Calvinism teaches the necessity of having the Spirit to even begin the journey to a relationship with God. 1 Corinthians 2:14 is one of the proof-texts for this.
But Paul isn’t talking about this at all.
Paul is addressing people who already have the Spirit of God, but whose lives are anything but spiritual. Theirs are lives led more by the worldly values than spiritual. They are “Christian,” but immature.
Paul would like to speak to these Christians, but though they have the Spirit, they are not led by him, and so they have difficulty understanding Paul’s message. This is Paul’s point. The Corinthians will not like that point. Spirituality is a big deal with them.

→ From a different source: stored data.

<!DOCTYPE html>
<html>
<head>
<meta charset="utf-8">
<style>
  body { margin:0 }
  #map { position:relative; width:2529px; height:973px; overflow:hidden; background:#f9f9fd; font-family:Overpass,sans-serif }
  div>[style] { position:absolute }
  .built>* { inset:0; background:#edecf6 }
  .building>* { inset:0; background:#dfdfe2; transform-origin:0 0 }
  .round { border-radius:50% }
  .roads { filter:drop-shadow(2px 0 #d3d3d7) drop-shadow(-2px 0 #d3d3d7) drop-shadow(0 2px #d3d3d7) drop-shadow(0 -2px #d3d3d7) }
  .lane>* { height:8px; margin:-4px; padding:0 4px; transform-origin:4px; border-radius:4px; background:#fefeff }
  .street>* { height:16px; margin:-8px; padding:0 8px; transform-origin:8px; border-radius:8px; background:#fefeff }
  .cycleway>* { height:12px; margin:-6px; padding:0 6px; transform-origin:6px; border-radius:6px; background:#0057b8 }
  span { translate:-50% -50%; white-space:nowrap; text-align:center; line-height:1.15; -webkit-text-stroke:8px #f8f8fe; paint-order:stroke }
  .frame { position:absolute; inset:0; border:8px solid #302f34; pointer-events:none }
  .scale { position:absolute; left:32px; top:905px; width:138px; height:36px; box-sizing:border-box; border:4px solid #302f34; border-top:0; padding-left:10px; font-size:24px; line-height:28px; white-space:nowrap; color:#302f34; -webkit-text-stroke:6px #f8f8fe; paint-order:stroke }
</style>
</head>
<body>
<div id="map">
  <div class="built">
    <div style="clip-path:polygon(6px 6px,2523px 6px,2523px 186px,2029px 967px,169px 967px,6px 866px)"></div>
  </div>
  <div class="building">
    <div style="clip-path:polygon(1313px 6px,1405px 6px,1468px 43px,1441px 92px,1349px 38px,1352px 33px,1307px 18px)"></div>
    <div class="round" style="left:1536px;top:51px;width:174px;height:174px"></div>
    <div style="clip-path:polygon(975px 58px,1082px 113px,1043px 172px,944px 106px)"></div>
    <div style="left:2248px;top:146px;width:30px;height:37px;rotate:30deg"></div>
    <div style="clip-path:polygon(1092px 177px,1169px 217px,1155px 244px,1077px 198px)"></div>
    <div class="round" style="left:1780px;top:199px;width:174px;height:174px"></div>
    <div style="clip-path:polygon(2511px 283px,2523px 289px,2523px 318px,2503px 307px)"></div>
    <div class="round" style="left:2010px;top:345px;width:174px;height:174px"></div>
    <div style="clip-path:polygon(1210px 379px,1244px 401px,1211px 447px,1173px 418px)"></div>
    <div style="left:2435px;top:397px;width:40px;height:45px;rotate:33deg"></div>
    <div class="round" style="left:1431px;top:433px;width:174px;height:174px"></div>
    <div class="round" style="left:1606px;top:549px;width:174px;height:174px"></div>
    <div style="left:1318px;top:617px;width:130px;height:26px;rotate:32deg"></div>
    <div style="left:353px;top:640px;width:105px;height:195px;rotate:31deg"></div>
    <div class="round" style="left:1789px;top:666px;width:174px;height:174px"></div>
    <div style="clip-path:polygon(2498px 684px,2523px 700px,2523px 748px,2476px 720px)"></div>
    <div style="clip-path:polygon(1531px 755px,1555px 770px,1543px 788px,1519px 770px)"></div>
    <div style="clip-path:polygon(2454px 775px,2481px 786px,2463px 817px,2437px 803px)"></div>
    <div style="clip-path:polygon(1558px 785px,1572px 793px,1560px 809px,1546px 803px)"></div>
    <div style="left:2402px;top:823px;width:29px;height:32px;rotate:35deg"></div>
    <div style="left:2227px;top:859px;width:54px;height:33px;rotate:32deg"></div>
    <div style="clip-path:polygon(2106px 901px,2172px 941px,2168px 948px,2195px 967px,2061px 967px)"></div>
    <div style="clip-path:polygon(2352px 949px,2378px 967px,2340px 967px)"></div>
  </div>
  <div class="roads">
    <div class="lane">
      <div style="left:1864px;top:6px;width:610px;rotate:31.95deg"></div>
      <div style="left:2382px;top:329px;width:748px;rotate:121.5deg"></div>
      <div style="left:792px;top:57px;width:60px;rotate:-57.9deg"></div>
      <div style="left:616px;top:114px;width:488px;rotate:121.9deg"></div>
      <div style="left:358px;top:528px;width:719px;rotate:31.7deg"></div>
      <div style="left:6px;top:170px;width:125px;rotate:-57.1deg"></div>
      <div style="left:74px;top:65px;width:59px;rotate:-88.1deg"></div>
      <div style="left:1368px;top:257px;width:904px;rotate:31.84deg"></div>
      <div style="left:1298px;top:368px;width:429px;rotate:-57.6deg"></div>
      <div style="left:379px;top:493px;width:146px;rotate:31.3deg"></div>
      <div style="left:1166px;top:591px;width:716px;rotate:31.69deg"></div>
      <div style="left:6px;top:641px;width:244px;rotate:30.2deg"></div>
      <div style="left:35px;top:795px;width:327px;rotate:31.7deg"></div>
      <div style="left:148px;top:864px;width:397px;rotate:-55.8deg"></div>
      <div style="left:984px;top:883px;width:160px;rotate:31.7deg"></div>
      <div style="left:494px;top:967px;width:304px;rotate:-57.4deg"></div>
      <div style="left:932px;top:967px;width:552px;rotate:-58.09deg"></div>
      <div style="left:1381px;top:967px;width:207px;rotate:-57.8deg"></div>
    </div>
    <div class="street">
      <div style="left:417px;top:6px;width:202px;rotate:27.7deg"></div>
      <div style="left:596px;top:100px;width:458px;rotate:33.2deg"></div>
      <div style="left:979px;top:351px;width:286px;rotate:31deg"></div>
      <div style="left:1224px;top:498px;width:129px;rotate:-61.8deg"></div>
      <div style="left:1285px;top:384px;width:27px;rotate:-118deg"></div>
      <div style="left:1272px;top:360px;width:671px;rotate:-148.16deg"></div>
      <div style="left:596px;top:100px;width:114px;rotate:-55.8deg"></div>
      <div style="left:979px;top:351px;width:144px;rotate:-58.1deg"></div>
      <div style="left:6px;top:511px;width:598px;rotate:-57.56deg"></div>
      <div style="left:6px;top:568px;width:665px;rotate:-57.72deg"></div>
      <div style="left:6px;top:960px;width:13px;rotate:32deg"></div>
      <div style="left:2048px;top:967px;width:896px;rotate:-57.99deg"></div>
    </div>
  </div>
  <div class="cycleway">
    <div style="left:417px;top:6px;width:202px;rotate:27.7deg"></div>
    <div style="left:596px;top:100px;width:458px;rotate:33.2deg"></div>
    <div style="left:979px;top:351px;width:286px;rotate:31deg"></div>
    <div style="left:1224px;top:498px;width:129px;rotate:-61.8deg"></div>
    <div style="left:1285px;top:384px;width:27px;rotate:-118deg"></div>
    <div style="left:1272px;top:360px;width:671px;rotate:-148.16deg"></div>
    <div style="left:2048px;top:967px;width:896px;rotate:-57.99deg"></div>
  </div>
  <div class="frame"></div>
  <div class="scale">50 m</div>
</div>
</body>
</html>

They think they are spiritual, but they are not. Their behavior betrays them through their jealousy and quarreling. It is worldly behavior, lived by Christian people. Perhaps that’s why Paul doesn’t really write “The man without the Spirit” in 2:14, but “the worldly man,” using a term appearing only five times in the New Testament. James uses it to refer to his readers as unspiritual in the following passage: Who is wise and understanding among you? Let them show it by their good life, by deeds done in the humility that comes from wisdom. But if you harbor bitter envy and selfish ambition in your hearts, do not boast about it or deny the truth. Such “wisdom” does not come down from heaven but is earthly, unspiritual, demonic.” (James 3:13-15).